We now need to activate the environment.

source my-venv/bin/activate

Your prompt should have changed: it is prefixed by (my-venv) now.

Running timestamp2iso.py will still terminate with ModuleNotFoundError.

We will now install the dependency:

pip install dateparser

This will take some time as Python will also download transitive dependencies of this library (and their dependencies etc.). Once the installation finishes, run timestamp2iso.py again.

This time, it should work.

./timestamp2iso.py three days ago

Once we are finished with the development, we can deactivate the environment by calling deactivate (this time, without sourcing anything).

Running timestamp2iso.py outside the environment shall again terminate with ModuleNotFoundError.

How does it work?

Python virtual environment uses two tricks in its implementation.

First, the activate script extends $PATH with the my-venv/bin directory. That means that calling python will prefer the application from the virtualenv’s directory (e.g. my-venv/bin/python).

Try this yourself: print $PATH before and after you activate a virtualenv.

This also explains why we should always specify /usr/bin/env python in the shebang instead of /usr/bin/python.

You can also view the activate script and see how this is implemented. Note that deactivate is actually a function.

Why is the activate script not executable? Hint.

The second trick is that Python searches for modules (i.e., for files implementing an imported module) relative to the path of the python binary. Hence, when python is inside my-venv/bin, Python will look for the modules inside my-venv/lib. That is the location where your locally installed files will be placed.

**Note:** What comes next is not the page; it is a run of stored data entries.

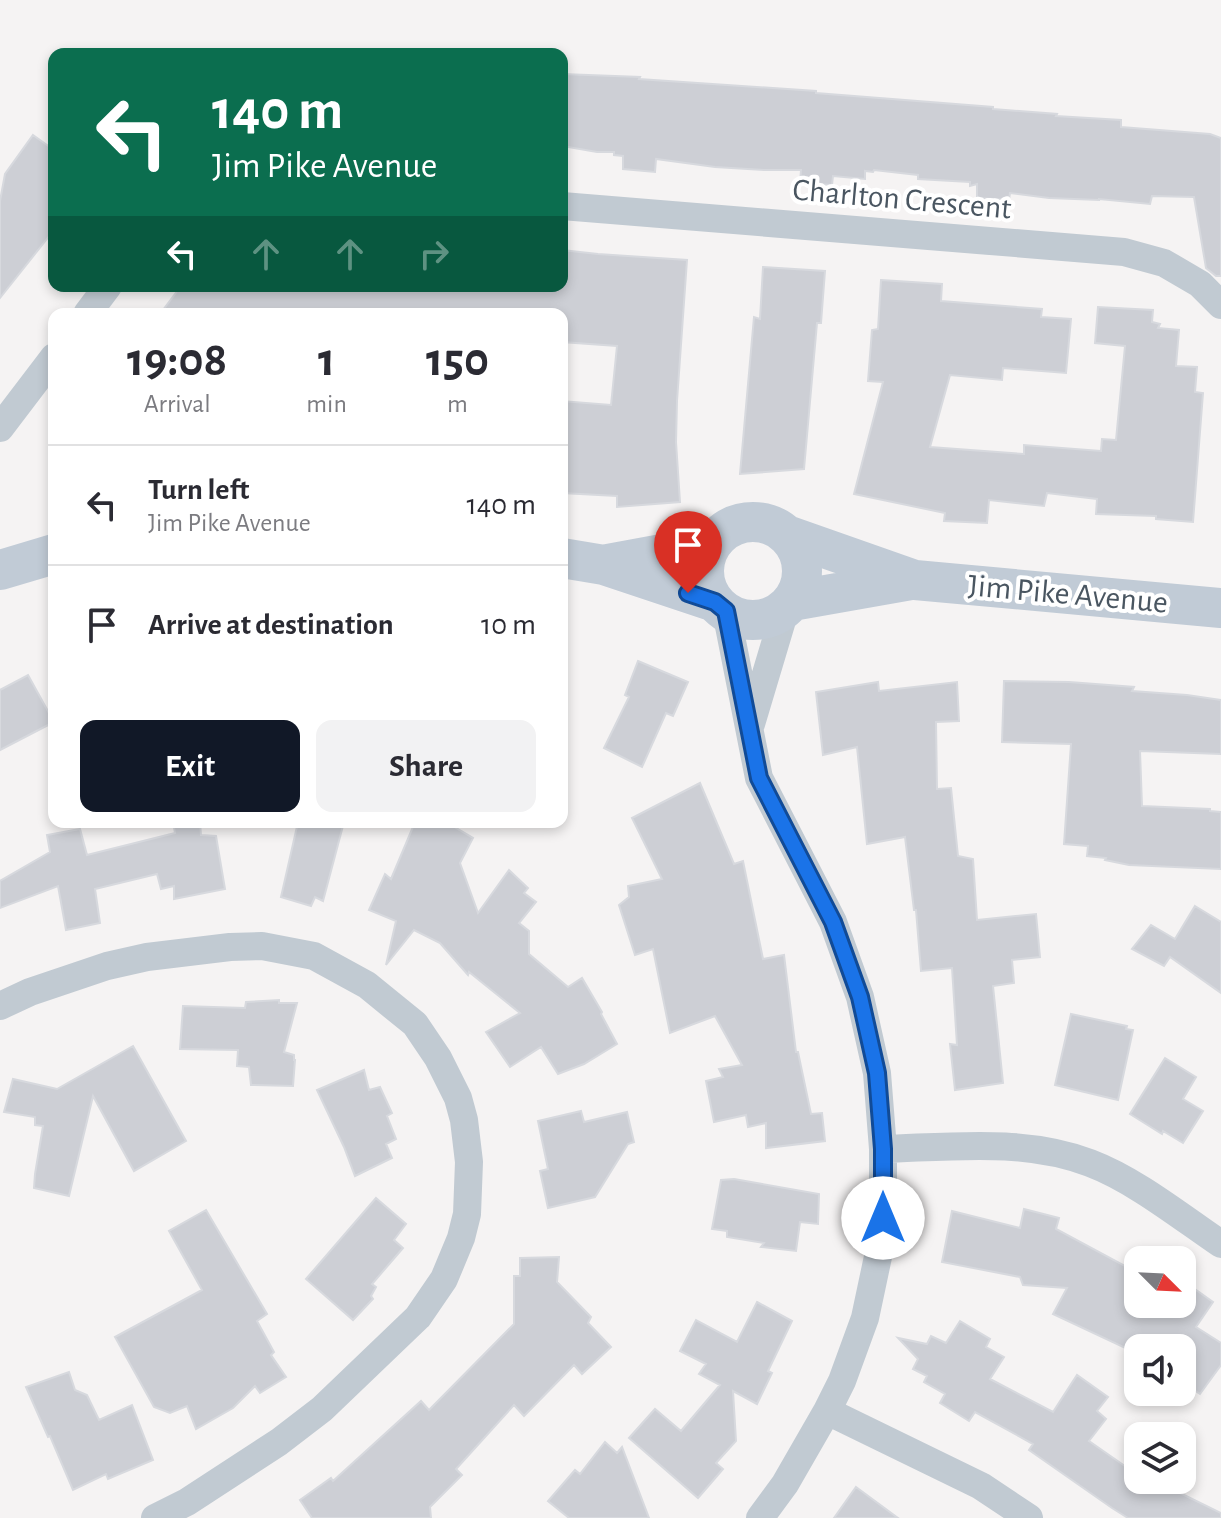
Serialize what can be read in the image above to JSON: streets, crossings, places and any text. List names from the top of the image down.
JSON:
{
  "streets": {
    "street": ["Charlton Crescent", "Jim Pike Avenue"]
  },
  "north": "bottom right",
  "page": {
    "turn": ["140 m", "Jim Pike Avenue"],
    "eta": [
      "19:08",
      "Arrival",
      "1",
      "min",
      "150",
      "m"
    ],
    "list": [
      {
        "name": "Turn left",
        "note": "Jim Pike Avenue",
        "value": "140 m"
      },
      {
        "name": "Arrive at destination",
        "value": "10 m"
      }
    ],
    "buttons": ["Exit", "Share"]
  }
}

You can check this by executing the following one-liner that prints Python search directories (again, before and after activation):

python -c 'import sys; print(sys.path)'

This behaviour is actually not hard-wired in the Python interpreter. When Python starts up, it automatically imports a module called site. This module contains site-specific setup: it adjusts sys.path to include all directories where your distribution installs Python modules. It also detects virtual environments by looking for the pyvenv.cfg file in the grandparent directory of the python binary. In our case, this configuration file contains include-system-site-packages=false, which tells the site module to skip distribution’s module directories. You can see that the principle is very simple and the interpreter itself needs to know nothing about virtual environments.

Installing Python-specific packages with `pip`

`pip` VS. `python -m pip`?

Generally, it is recommended to use python -m pip, rather than raw pip. Reasons behind these additional 10 key strokes are well described in Why you should use python -m pip. However, in order to make the following text more readable, we will use the shorter pip variant.

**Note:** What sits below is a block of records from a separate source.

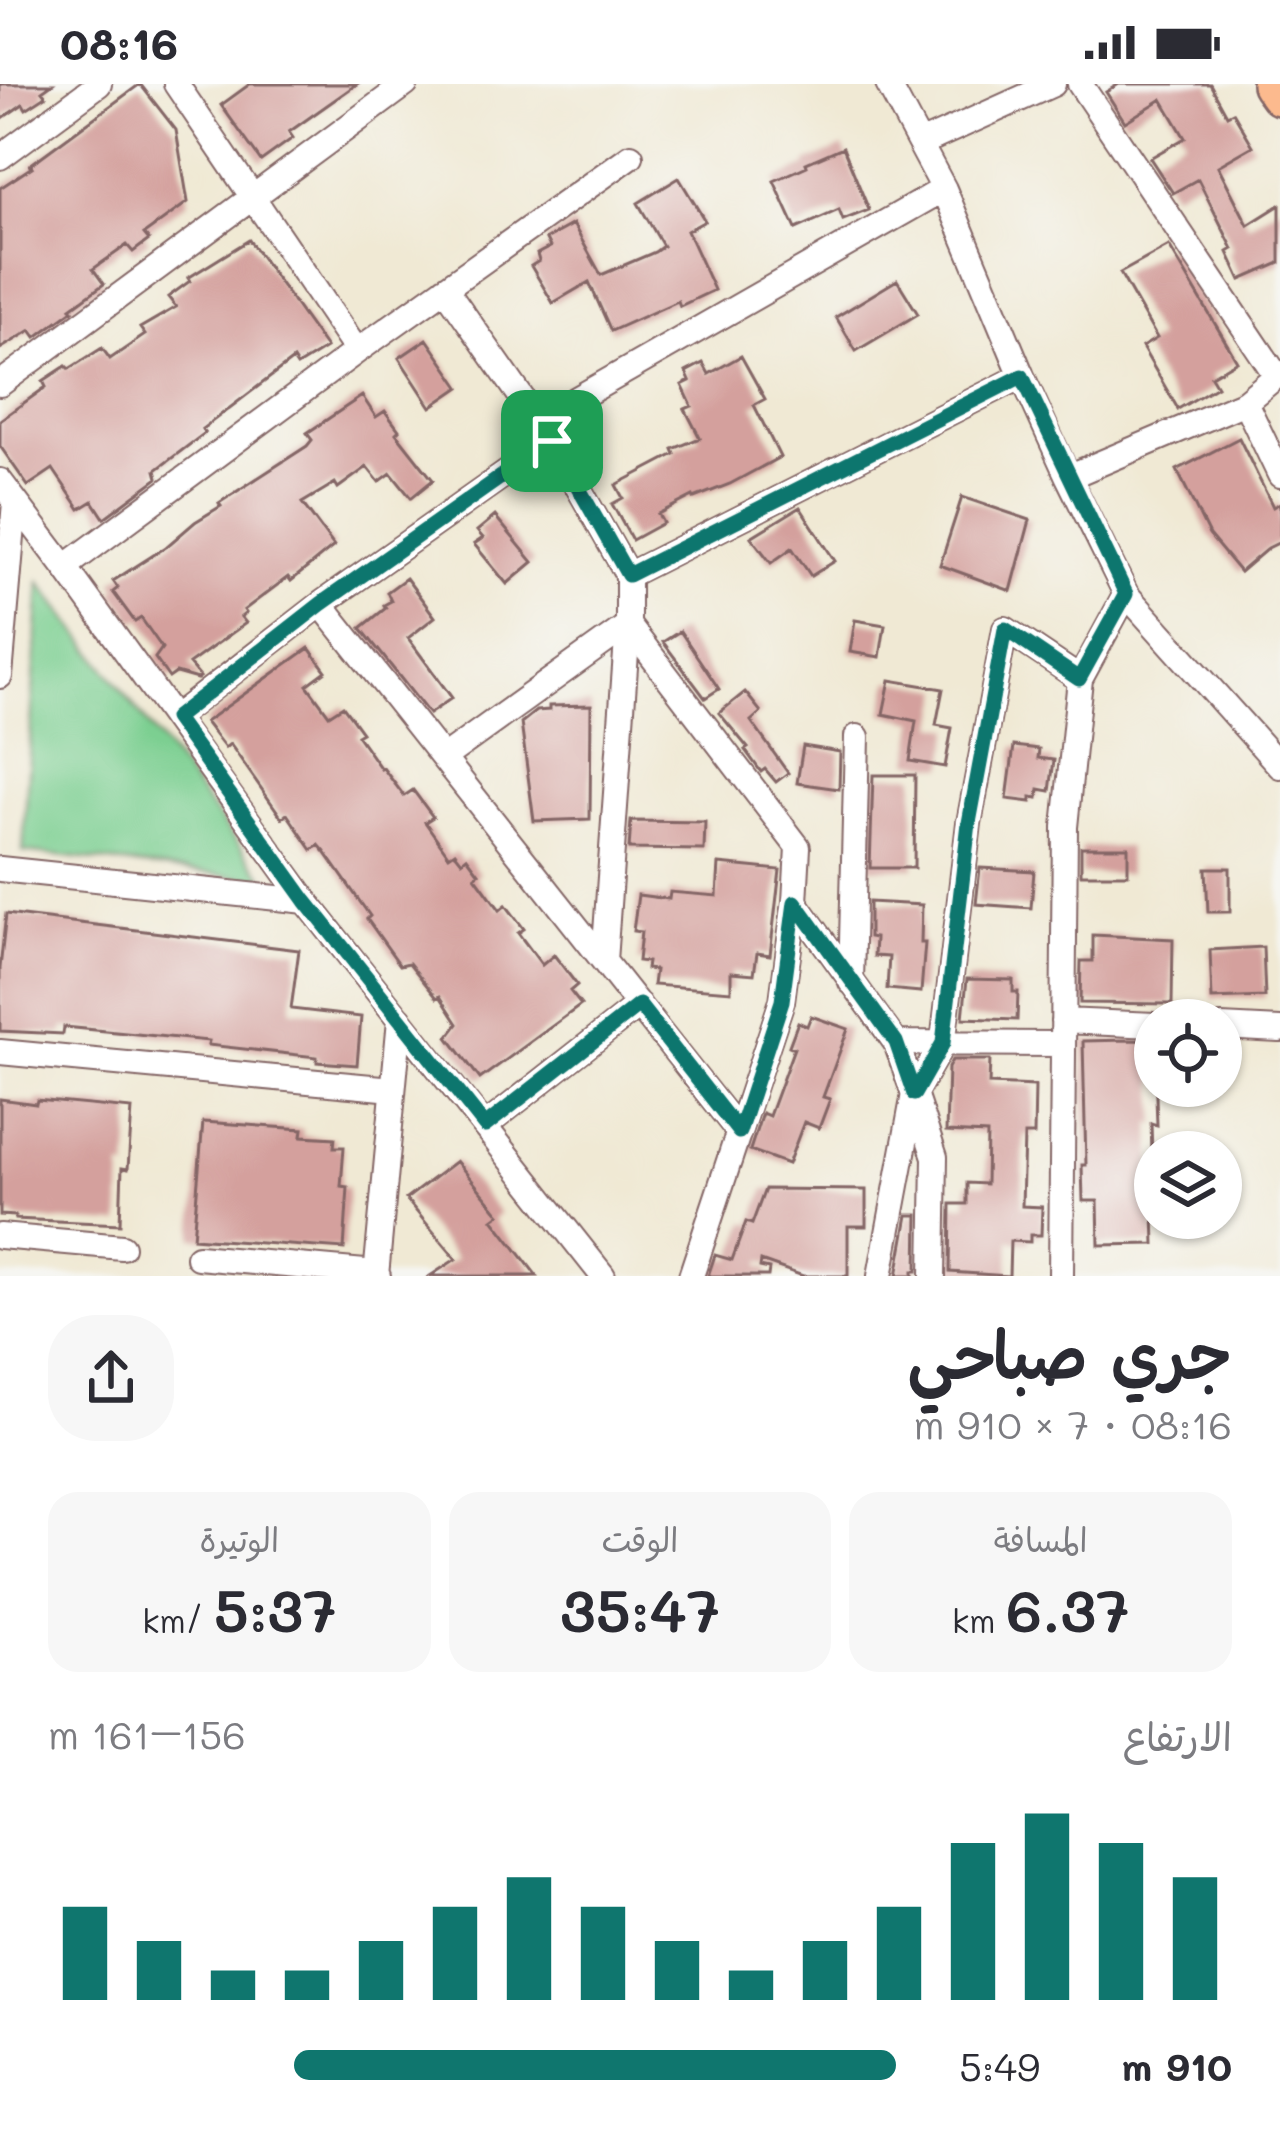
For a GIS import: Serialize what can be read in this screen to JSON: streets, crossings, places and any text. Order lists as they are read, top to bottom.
{
  "page": {
    "status": "08:16",
    "heading": ["جري صباحي", "08:16 · 7 × 910 m"],
    "stats": [
      ["المسافة", "6.37 km"],
      ["الوقت", "35:47"],
      ["الوتيرة", "5:37 /km"]
    ],
    "chart": ["الارتفاع", "156–161 m"],
    "list": [
      {
        "name": "910 m",
        "note": "5:49"
      }
    ]
  }
}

We have already seen one usage of pip in practice, but pip can do much more. The nice walkthrough over all pip capabilities can be found in Using Python’s pip to Manage Your Projects’ Dependencies.

Here we provide a brief summary of the most important concepts and commands.

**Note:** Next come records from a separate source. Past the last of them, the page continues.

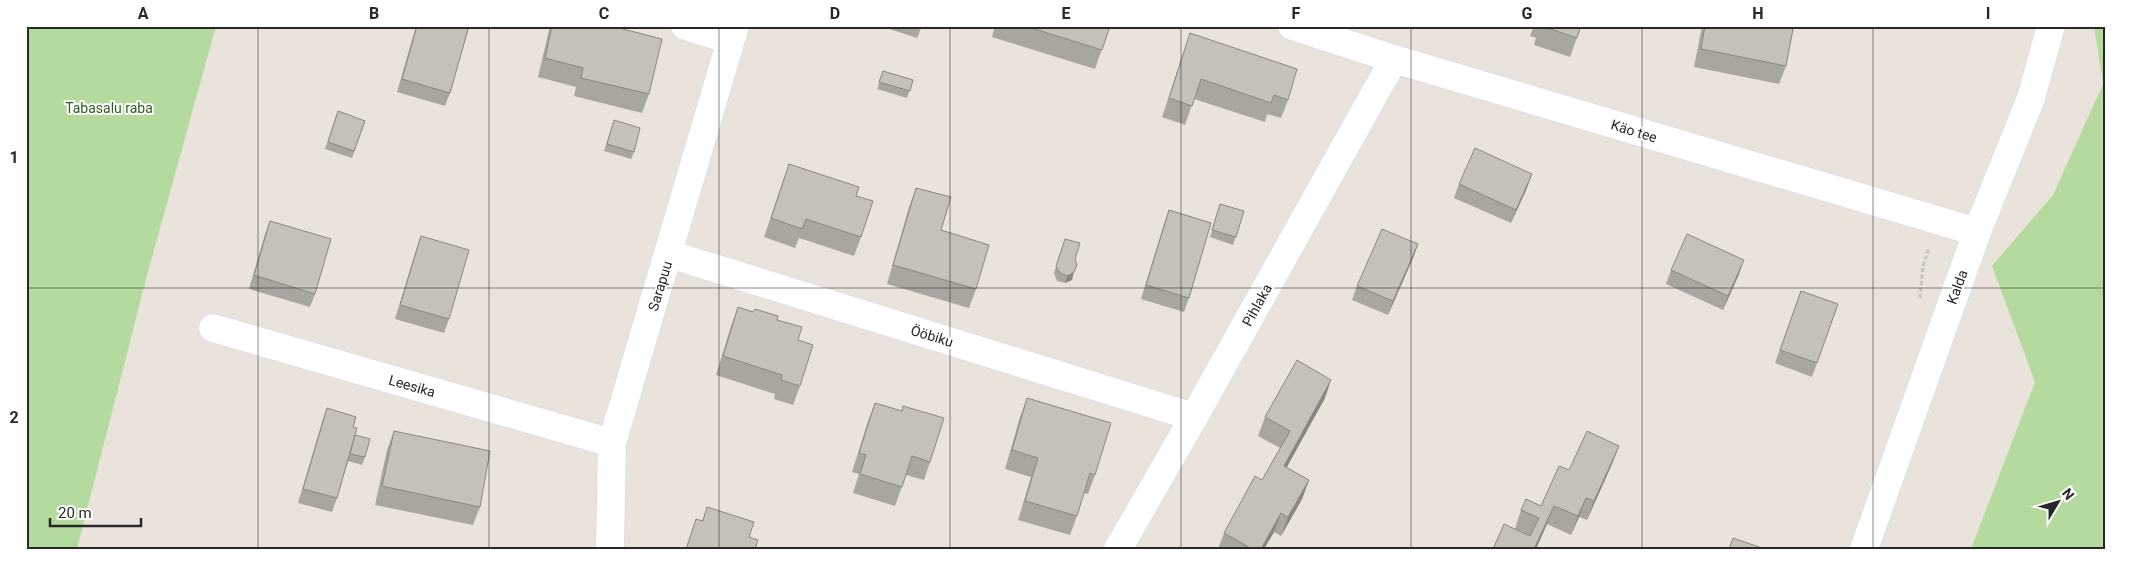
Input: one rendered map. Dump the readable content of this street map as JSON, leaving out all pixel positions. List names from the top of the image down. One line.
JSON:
{"streets":{"street":["Käo tee","Sarapuu","Kalda","Pihlaka","Ööbiku","Leesika"]},"crossings":[["Käo tee","Kalda"],["Käo tee","Pihlaka"],["Sarapuu","Ööbiku"],["Sarapuu","Leesika"],["Pihlaka","Ööbiku"]],"parks":["Tabasalu raba"],"scale_bar":"20 m","north":"top right","grid":{"columns":["A","B","C","D","E","F","G","H","I"],"rows":["1","2"]}}
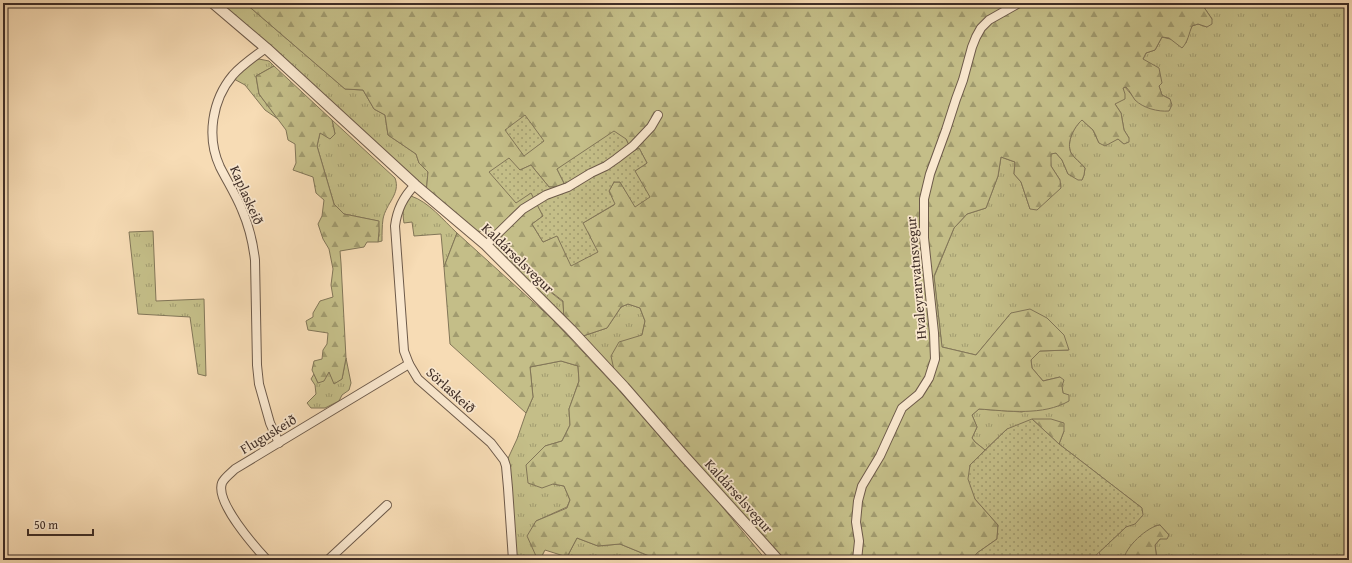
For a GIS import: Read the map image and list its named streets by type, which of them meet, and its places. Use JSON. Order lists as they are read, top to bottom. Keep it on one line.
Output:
{"streets":{"street":["Kaplaskeið","Kaldárselsvegur","Hvaleyrarvatnsvegur","Sörlaskeið","Fluguskeið"]},"crossings":[["Kaplaskeið","Kaldárselsvegur"],["Kaplaskeið","Fluguskeið"],["Kaldárselsvegur","Sörlaskeið"],["Sörlaskeið","Fluguskeið"]],"scale_bar":"50 m"}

By default pip install is searching through the package registry PyPI, in order to install package specified in command-line. We wouldn’t be far from truth, by saying that all packages inside this registry are just archived directories, which contains Python source code organized in a prescribed way.

If you would like to change this default package registry you can use --index-url argument.

As you are already familiar with GitLab, you could be interested in GitLab PyPI Package Registry Support.

In later section, we will learn how to turn a directory with code into proper Python package. Assuming that we have already done it, we can that package directly (without archiving/packing) by running pip install /path/to/python_package.

For example, imagine a situation where you are interested in third-party open-source package. This package is available in remote git repository (typically on GitHub or GitLab), but it is NOT packed and published in PyPI. You can simply clone the repository and run pip install .. However, thanks to pip VCS Support you can avoid the cloning phase and install the package directly with:

pip install git+https://git.example.com/MyProject

In order to upgrade a specific package you run pip install --upgrade [packages].

Finally, for removing package you run pip uninstall [packages].

Dependency versioning

We have already mentioned Semantic Versioning 2.0.0. Python uses more or less compatible versioning, which is described in PEP 440 – Version Identification and Dependency Specification.

When you install dependencies from package registry, you can specify this version.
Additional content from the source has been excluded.